In a welcome twist to the vice presidential debate tonight, moderator Martha Raddatz asked Vice President Biden and Congressman Ryan to personally address their views on abortion. While I found it odd for Raddatz to specifically tie the issue of abortion to religion, both men chose to address their political, personal, and policy views as well. Paul Ryan said it best:
Now, you want to ask basically why I’m pro-life? It’s not simply because of my Catholic faith. That’s a factor, of course. But it’s also because of reason and science.
Ryan went on to do a stellar job explaining the logical pro-life position. He boldly proclaimed that life begins at conception, and he shared a personal story of seeing his own daughter’s heartbeat at just 7 weeks in utero. In addition, Ryan went on to call out President Obama’s administration for their attacks on religious liberty and Biden’s acceptance of China’s one-child policy. He also made a point of illustrating how extreme the Democrat platform on abortion has become:
Look at what they’re doing through Obamacare with respect to assaulting the religious liberties of this country.
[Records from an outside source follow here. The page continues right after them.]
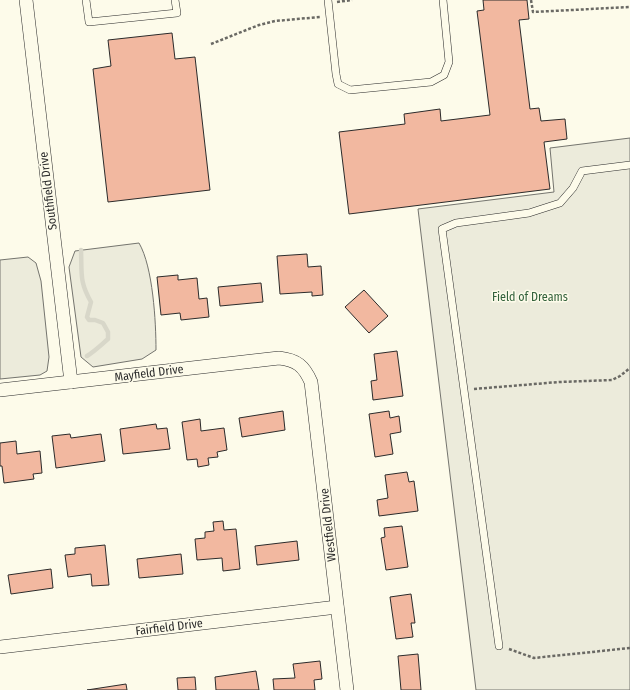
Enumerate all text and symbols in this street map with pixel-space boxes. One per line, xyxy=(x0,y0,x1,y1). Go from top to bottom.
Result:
street label: Southfield Drive xyxy=(36,151,60,231)
park label: Field of Dreams xyxy=(492,290,568,304)
street label: Mayfield Drive xyxy=(114,362,184,384)
street label: Westfield Drive xyxy=(317,488,339,562)
street label: Fairfield Drive xyxy=(135,616,203,638)

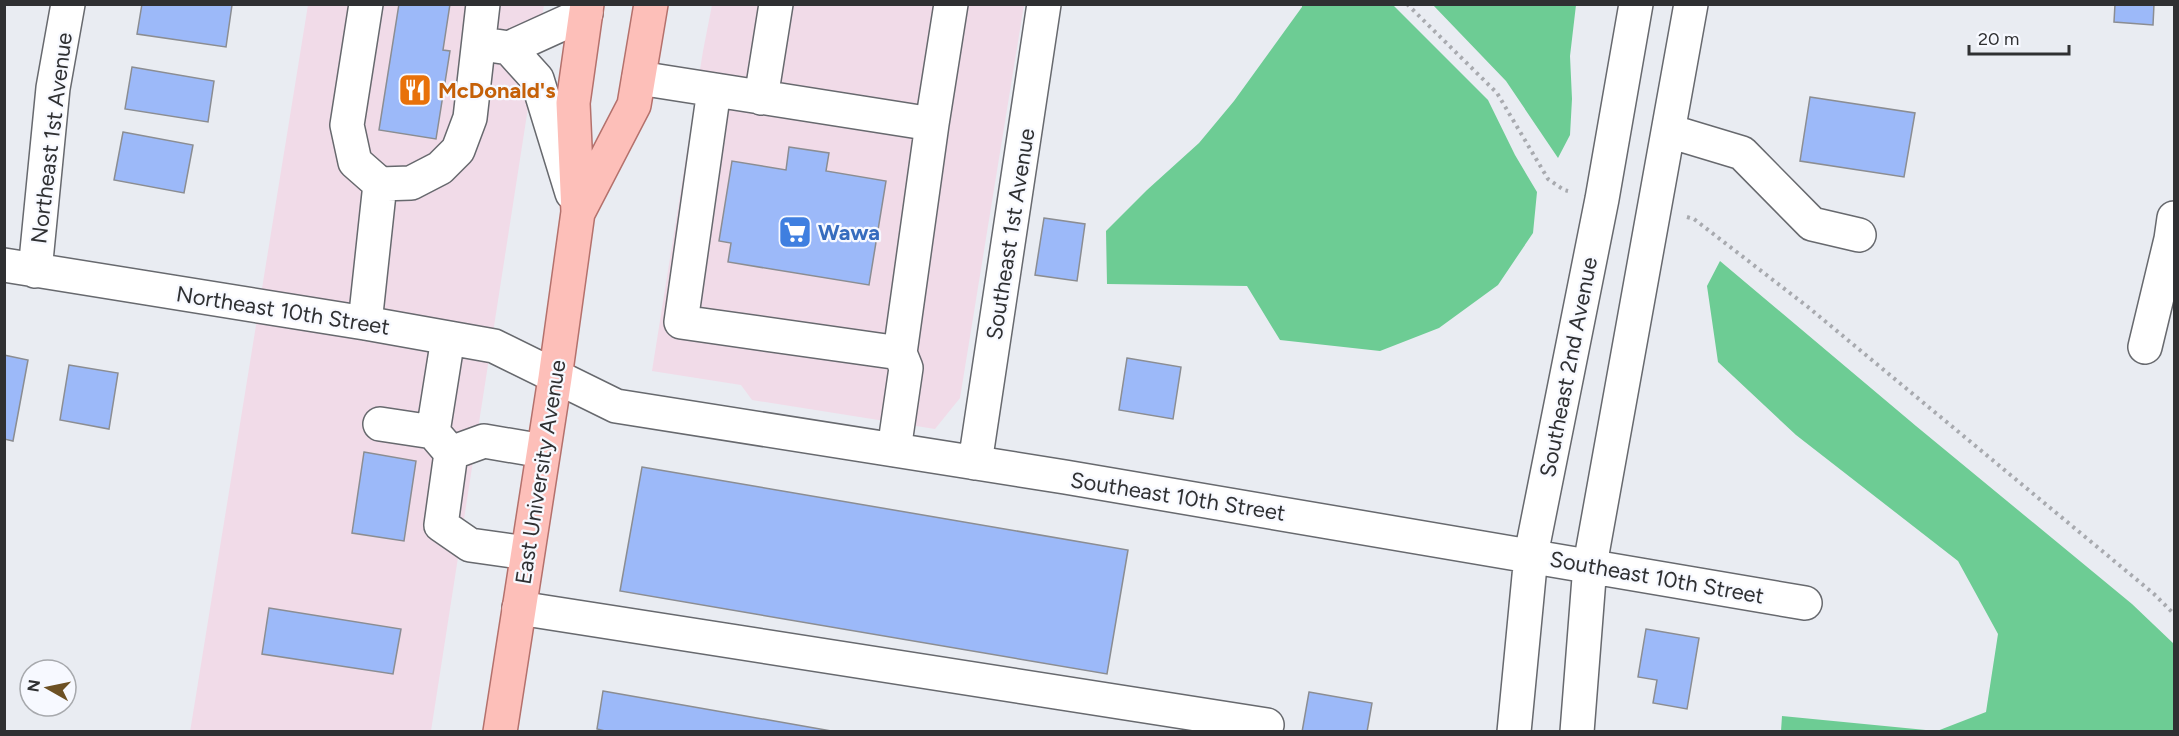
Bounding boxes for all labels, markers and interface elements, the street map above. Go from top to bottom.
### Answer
scale bar [1969,18,2070,56]
text: 20 m [1978,28,2019,50]
street label: Northeast 1st Avenue [25,31,78,245]
restaurant icon: McDonald's [397,72,433,108]
place label: McDonald's [438,77,555,104]
street label: Southeast 1st Avenue [980,126,1041,342]
supermarket icon: Wawa [777,214,813,250]
place label: Wawa [818,219,880,246]
street label: Southeast 2nd Avenue [1534,255,1603,479]
street label: Northeast 10th Street [174,280,392,341]
street label: East University Avenue [509,358,572,586]
street label: Southeast 10th Street [1069,466,1287,527]
street label: Southeast 10th Street [1548,545,1766,610]
north arrow [18,658,78,718]
text: N [23,678,44,693]

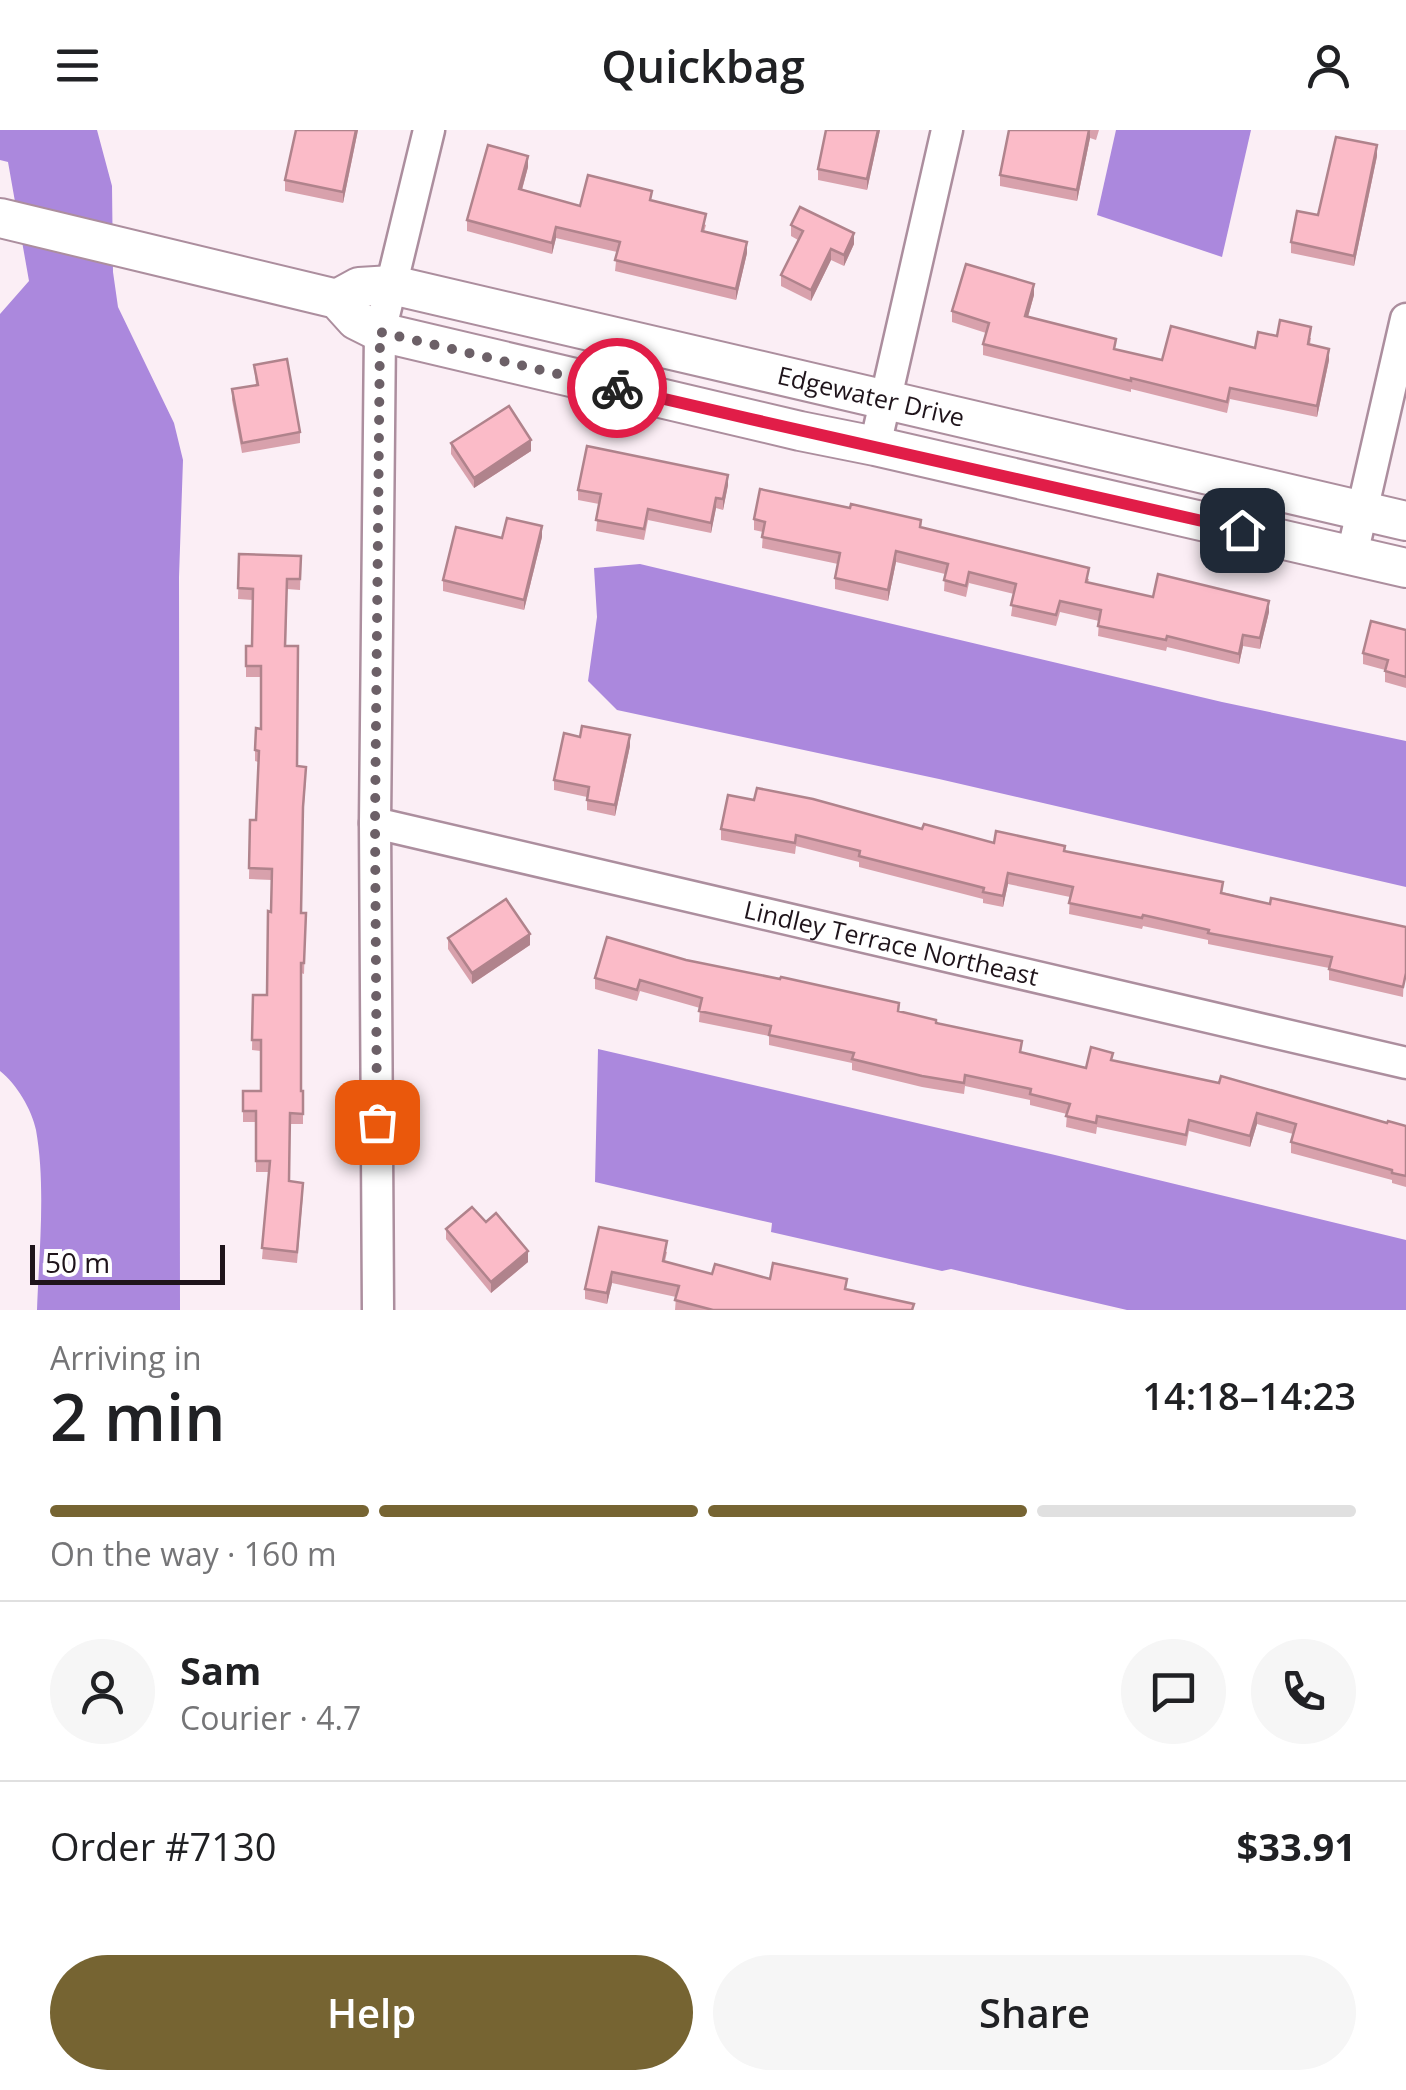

They’re infringing upon our first freedom, the freedom of religion, by infringing on Catholic charities, Catholic churches, Catholic hospitals.
Our church should not have to sue our federal government to maintain their religious liberties. And with respect to abortion, the Democratic Party used to say they wanted it to be safe, legal and rare. Now they support it without restriction and with taxpayer funding. Taxpayer funding in Obamacare, taxpayer funding with foreign aid. The vice president himself went to China and said that he sympathized and wouldn’t second guess their one child policy of forced abortions and sterilizations. That to me is pretty extreme.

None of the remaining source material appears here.